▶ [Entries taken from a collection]
..............................

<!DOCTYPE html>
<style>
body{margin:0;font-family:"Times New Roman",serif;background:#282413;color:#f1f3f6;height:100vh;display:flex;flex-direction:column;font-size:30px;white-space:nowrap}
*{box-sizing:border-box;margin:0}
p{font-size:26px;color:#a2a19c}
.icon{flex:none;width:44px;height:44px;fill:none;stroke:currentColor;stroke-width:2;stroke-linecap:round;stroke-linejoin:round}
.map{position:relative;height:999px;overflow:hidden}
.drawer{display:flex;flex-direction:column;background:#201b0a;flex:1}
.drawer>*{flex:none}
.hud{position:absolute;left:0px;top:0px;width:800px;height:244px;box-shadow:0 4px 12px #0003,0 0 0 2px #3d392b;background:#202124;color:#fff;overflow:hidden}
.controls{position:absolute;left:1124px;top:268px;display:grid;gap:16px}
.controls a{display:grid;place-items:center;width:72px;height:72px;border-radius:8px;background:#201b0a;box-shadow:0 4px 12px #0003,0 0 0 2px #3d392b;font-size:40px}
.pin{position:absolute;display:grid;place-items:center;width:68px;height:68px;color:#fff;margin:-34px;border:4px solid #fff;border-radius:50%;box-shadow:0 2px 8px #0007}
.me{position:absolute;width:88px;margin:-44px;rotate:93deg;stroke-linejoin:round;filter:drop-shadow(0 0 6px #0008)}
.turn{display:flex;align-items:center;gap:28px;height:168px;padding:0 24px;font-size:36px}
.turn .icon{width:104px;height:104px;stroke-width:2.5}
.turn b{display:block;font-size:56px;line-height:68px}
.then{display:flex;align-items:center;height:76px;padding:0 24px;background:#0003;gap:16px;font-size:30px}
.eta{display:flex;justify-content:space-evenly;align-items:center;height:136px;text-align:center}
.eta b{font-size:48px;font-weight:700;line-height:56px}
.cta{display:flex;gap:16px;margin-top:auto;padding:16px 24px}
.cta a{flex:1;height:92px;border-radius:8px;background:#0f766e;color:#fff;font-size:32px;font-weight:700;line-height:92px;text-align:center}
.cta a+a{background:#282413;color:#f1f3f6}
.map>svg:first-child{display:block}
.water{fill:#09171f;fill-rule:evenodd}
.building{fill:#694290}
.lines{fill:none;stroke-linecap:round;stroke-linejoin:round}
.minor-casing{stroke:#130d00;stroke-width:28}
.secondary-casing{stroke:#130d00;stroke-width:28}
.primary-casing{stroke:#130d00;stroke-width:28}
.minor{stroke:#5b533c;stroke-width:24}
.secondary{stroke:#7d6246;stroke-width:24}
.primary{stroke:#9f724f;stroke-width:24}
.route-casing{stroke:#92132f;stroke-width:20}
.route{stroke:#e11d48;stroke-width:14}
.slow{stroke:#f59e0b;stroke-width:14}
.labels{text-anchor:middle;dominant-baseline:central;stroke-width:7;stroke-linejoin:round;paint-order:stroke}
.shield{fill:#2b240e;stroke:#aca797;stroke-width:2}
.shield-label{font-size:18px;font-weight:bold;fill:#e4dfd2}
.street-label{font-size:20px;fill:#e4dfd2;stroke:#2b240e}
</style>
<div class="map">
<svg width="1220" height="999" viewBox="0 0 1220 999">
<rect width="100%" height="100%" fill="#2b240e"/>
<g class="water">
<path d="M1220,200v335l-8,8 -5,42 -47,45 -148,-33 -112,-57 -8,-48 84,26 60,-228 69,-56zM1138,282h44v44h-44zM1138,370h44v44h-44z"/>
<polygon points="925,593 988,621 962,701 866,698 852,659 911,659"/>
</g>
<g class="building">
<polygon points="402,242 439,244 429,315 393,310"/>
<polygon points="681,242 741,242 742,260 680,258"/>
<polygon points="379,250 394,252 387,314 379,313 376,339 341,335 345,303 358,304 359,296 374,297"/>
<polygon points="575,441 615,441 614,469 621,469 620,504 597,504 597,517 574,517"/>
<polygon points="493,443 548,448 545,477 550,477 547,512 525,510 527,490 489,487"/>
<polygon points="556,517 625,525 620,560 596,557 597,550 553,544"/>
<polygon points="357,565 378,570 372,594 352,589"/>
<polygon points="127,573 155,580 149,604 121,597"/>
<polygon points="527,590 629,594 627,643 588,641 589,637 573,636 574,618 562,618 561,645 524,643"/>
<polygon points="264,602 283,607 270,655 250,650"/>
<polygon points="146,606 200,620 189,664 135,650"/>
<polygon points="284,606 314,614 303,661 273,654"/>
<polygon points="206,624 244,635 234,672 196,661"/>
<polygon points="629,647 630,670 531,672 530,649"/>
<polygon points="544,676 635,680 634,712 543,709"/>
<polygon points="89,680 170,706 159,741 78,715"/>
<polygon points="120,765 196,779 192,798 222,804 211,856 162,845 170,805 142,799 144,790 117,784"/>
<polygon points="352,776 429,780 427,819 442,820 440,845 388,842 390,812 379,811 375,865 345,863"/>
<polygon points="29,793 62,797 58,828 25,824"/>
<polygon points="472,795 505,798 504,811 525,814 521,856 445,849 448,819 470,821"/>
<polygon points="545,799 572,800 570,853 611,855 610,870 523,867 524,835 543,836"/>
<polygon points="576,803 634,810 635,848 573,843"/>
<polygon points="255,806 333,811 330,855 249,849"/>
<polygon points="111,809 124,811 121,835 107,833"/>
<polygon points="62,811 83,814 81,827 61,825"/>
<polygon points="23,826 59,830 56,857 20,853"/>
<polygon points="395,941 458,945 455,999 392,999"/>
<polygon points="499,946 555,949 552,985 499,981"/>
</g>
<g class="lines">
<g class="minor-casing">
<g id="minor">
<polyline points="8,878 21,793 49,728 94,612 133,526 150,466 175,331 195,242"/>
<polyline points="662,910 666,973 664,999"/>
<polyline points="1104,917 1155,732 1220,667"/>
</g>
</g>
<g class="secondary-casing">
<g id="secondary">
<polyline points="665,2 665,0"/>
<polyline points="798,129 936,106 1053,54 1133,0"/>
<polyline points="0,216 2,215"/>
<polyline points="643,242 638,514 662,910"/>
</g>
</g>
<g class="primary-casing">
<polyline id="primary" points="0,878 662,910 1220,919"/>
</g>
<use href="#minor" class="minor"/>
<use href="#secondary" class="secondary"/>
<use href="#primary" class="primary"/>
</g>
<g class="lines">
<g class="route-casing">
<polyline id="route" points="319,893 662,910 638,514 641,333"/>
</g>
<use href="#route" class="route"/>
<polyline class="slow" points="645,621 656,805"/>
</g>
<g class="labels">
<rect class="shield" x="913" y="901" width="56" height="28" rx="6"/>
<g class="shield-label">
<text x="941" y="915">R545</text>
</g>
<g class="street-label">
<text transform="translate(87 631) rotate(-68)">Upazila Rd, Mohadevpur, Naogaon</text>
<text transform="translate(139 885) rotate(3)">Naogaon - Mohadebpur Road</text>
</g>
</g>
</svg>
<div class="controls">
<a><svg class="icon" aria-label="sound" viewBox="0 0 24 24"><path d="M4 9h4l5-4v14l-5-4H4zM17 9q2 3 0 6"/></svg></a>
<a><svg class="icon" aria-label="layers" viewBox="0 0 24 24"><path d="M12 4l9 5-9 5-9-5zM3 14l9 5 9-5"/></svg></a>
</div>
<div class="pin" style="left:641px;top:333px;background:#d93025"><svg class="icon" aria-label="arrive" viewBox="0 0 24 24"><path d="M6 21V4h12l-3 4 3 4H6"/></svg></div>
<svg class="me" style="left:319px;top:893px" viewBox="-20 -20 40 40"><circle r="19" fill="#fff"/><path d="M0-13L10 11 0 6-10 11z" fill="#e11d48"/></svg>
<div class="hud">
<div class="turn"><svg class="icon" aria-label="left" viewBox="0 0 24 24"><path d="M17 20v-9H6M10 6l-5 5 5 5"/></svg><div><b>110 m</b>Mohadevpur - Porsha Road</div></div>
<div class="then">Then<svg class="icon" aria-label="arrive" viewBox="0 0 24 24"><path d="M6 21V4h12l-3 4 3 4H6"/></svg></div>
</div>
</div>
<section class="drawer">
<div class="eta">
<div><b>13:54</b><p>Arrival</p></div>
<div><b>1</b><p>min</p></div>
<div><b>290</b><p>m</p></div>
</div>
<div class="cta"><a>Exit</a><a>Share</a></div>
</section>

..............................

Work out how many lines in the records include "none". Only the number should be given.

3